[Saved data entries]
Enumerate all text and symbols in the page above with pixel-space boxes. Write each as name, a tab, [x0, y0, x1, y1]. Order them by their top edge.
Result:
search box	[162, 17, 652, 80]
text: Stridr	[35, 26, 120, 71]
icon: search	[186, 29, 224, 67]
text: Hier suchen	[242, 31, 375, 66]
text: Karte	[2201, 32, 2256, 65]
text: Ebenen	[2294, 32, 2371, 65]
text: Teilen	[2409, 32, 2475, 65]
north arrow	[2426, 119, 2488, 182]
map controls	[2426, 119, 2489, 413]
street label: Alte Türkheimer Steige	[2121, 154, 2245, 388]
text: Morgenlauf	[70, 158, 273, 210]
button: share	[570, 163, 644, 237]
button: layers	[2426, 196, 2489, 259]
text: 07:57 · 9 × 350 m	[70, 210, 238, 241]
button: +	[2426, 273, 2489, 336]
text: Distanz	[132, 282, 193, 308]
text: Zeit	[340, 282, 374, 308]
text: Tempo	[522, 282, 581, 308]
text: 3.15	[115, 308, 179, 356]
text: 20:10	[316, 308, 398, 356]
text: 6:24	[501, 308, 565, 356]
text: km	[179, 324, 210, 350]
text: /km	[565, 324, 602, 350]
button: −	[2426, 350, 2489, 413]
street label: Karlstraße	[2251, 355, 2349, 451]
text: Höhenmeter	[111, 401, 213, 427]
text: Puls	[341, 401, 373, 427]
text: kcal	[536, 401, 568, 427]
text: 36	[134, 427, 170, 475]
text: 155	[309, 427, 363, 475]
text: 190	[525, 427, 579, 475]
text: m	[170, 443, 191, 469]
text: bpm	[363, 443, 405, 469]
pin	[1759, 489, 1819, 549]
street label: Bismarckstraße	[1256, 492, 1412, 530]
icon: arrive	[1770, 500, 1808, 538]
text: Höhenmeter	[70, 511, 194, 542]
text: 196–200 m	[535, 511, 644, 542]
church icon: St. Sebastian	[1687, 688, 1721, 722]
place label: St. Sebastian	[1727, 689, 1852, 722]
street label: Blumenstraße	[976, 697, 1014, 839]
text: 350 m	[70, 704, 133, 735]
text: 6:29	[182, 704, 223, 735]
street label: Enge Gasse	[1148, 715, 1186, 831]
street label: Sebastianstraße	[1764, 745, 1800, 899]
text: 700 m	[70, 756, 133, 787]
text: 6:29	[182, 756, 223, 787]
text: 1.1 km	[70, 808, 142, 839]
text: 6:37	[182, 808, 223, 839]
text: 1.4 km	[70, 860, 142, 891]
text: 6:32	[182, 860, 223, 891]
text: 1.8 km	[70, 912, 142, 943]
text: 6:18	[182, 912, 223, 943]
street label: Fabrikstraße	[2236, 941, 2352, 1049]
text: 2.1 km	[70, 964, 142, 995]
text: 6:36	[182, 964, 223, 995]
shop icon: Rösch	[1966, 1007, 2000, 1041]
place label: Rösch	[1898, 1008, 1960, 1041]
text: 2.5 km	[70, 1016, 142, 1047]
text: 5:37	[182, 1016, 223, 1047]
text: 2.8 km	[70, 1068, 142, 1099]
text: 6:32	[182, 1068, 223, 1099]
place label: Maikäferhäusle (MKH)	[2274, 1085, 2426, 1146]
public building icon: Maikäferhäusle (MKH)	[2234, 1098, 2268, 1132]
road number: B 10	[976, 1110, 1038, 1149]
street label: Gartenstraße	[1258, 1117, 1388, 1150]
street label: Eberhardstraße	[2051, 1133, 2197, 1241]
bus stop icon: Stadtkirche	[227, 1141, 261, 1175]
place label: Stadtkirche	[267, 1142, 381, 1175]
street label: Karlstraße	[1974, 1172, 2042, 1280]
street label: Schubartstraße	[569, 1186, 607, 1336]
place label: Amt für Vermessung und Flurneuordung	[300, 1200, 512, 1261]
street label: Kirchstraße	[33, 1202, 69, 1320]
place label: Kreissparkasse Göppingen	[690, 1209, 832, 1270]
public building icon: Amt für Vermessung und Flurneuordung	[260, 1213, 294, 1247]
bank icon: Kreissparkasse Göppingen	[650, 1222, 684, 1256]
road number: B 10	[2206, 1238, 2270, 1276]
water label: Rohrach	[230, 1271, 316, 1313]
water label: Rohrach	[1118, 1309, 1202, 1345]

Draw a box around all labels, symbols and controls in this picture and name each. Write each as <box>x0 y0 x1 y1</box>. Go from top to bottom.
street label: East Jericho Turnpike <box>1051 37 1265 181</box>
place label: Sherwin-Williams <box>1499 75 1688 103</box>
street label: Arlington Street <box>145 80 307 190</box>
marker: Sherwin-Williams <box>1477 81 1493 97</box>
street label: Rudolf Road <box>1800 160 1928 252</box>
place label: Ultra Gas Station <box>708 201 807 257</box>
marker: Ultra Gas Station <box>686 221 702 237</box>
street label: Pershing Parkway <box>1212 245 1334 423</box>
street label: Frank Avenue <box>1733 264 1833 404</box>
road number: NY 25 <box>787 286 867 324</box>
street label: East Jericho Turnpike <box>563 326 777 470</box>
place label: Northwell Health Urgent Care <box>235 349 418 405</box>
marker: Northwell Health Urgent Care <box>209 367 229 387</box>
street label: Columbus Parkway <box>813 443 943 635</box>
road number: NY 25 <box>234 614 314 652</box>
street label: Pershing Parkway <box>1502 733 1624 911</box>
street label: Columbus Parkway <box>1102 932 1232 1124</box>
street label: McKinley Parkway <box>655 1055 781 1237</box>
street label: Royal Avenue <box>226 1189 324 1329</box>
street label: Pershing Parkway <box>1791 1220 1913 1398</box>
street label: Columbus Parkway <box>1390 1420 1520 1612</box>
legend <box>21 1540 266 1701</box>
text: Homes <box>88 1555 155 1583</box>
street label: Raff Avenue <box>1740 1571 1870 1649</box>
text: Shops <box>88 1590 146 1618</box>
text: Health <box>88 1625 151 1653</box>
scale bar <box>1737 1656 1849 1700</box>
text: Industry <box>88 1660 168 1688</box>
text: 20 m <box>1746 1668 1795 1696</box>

> [Assignment]:
Each entry should be written out again exactly, with no word left out.

> [Completed task]:
Enumerate all text and symbols in the page above with pixel-space boxes. Write each as name, a tab, [x0, y0, x1, y1]. Order them by their top edge.
Result:
search box	[162, 17, 652, 80]
text: Stridr	[35, 26, 120, 71]
icon: search	[186, 29, 224, 67]
text: Hier suchen	[242, 31, 375, 66]
text: Karte	[2201, 32, 2256, 65]
text: Ebenen	[2294, 32, 2371, 65]
text: Teilen	[2409, 32, 2475, 65]
north arrow	[2426, 119, 2488, 182]
map controls	[2426, 119, 2489, 413]
street label: Alte Türkheimer Steige	[2121, 154, 2245, 388]
text: Morgenlauf	[70, 158, 273, 210]
button: share	[570, 163, 644, 237]
button: layers	[2426, 196, 2489, 259]
text: 07:57 · 9 × 350 m	[70, 210, 238, 241]
button: +	[2426, 273, 2489, 336]
text: Distanz	[132, 282, 193, 308]
text: Zeit	[340, 282, 374, 308]
text: Tempo	[522, 282, 581, 308]
text: 3.15	[115, 308, 179, 356]
text: 20:10	[316, 308, 398, 356]
text: 6:24	[501, 308, 565, 356]
text: km	[179, 324, 210, 350]
text: /km	[565, 324, 602, 350]
button: −	[2426, 350, 2489, 413]
street label: Karlstraße	[2251, 355, 2349, 451]
text: Höhenmeter	[111, 401, 213, 427]
text: Puls	[341, 401, 373, 427]
text: kcal	[536, 401, 568, 427]
text: 36	[134, 427, 170, 475]
text: 155	[309, 427, 363, 475]
text: 190	[525, 427, 579, 475]
text: m	[170, 443, 191, 469]
text: bpm	[363, 443, 405, 469]
pin	[1759, 489, 1819, 549]
street label: Bismarckstraße	[1256, 492, 1412, 530]
icon: arrive	[1770, 500, 1808, 538]
text: Höhenmeter	[70, 511, 194, 542]
text: 196–200 m	[535, 511, 644, 542]
church icon: St. Sebastian	[1687, 688, 1721, 722]
place label: St. Sebastian	[1727, 689, 1852, 722]
street label: Blumenstraße	[976, 697, 1014, 839]
text: 350 m	[70, 704, 133, 735]
text: 6:29	[182, 704, 223, 735]
street label: Enge Gasse	[1148, 715, 1186, 831]
street label: Sebastianstraße	[1764, 745, 1800, 899]
text: 700 m	[70, 756, 133, 787]
text: 6:29	[182, 756, 223, 787]
text: 1.1 km	[70, 808, 142, 839]
text: 6:37	[182, 808, 223, 839]
text: 1.4 km	[70, 860, 142, 891]
text: 6:32	[182, 860, 223, 891]
text: 1.8 km	[70, 912, 142, 943]
text: 6:18	[182, 912, 223, 943]
street label: Fabrikstraße	[2236, 941, 2352, 1049]
text: 2.1 km	[70, 964, 142, 995]
text: 6:36	[182, 964, 223, 995]
shop icon: Rösch	[1966, 1007, 2000, 1041]
place label: Rösch	[1898, 1008, 1960, 1041]
text: 2.5 km	[70, 1016, 142, 1047]
text: 5:37	[182, 1016, 223, 1047]
text: 2.8 km	[70, 1068, 142, 1099]
text: 6:32	[182, 1068, 223, 1099]
place label: Maikäferhäusle (MKH)	[2274, 1085, 2426, 1146]
public building icon: Maikäferhäusle (MKH)	[2234, 1098, 2268, 1132]
road number: B 10	[976, 1110, 1038, 1149]
street label: Gartenstraße	[1258, 1117, 1388, 1150]
street label: Eberhardstraße	[2051, 1133, 2197, 1241]
bus stop icon: Stadtkirche	[227, 1141, 261, 1175]
place label: Stadtkirche	[267, 1142, 381, 1175]
street label: Karlstraße	[1974, 1172, 2042, 1280]
street label: Schubartstraße	[569, 1186, 607, 1336]
place label: Amt für Vermessung und Flurneuordung	[300, 1200, 512, 1261]
street label: Kirchstraße	[33, 1202, 69, 1320]
place label: Kreissparkasse Göppingen	[690, 1209, 832, 1270]
public building icon: Amt für Vermessung und Flurneuordung	[260, 1213, 294, 1247]
bank icon: Kreissparkasse Göppingen	[650, 1222, 684, 1256]
road number: B 10	[2206, 1238, 2270, 1276]
water label: Rohrach	[230, 1271, 316, 1313]
water label: Rohrach	[1118, 1309, 1202, 1345]

Draw a box around all labels, symbols and controls in this picture and name each. Write each as <box>x0 y0 x1 y1</box>. Go from top to bottom.
street label: East Jericho Turnpike <box>1051 37 1265 181</box>
place label: Sherwin-Williams <box>1499 75 1688 103</box>
street label: Arlington Street <box>145 80 307 190</box>
marker: Sherwin-Williams <box>1477 81 1493 97</box>
street label: Rudolf Road <box>1800 160 1928 252</box>
place label: Ultra Gas Station <box>708 201 807 257</box>
marker: Ultra Gas Station <box>686 221 702 237</box>
street label: Pershing Parkway <box>1212 245 1334 423</box>
street label: Frank Avenue <box>1733 264 1833 404</box>
road number: NY 25 <box>787 286 867 324</box>
street label: East Jericho Turnpike <box>563 326 777 470</box>
place label: Northwell Health Urgent Care <box>235 349 418 405</box>
marker: Northwell Health Urgent Care <box>209 367 229 387</box>
street label: Columbus Parkway <box>813 443 943 635</box>
road number: NY 25 <box>234 614 314 652</box>
street label: Pershing Parkway <box>1502 733 1624 911</box>
street label: Columbus Parkway <box>1102 932 1232 1124</box>
street label: McKinley Parkway <box>655 1055 781 1237</box>
street label: Royal Avenue <box>226 1189 324 1329</box>
street label: Pershing Parkway <box>1791 1220 1913 1398</box>
street label: Columbus Parkway <box>1390 1420 1520 1612</box>
legend <box>21 1540 266 1701</box>
text: Homes <box>88 1555 155 1583</box>
street label: Raff Avenue <box>1740 1571 1870 1649</box>
text: Shops <box>88 1590 146 1618</box>
text: Health <box>88 1625 151 1653</box>
scale bar <box>1737 1656 1849 1700</box>
text: Industry <box>88 1660 168 1688</box>
text: 20 m <box>1746 1668 1795 1696</box>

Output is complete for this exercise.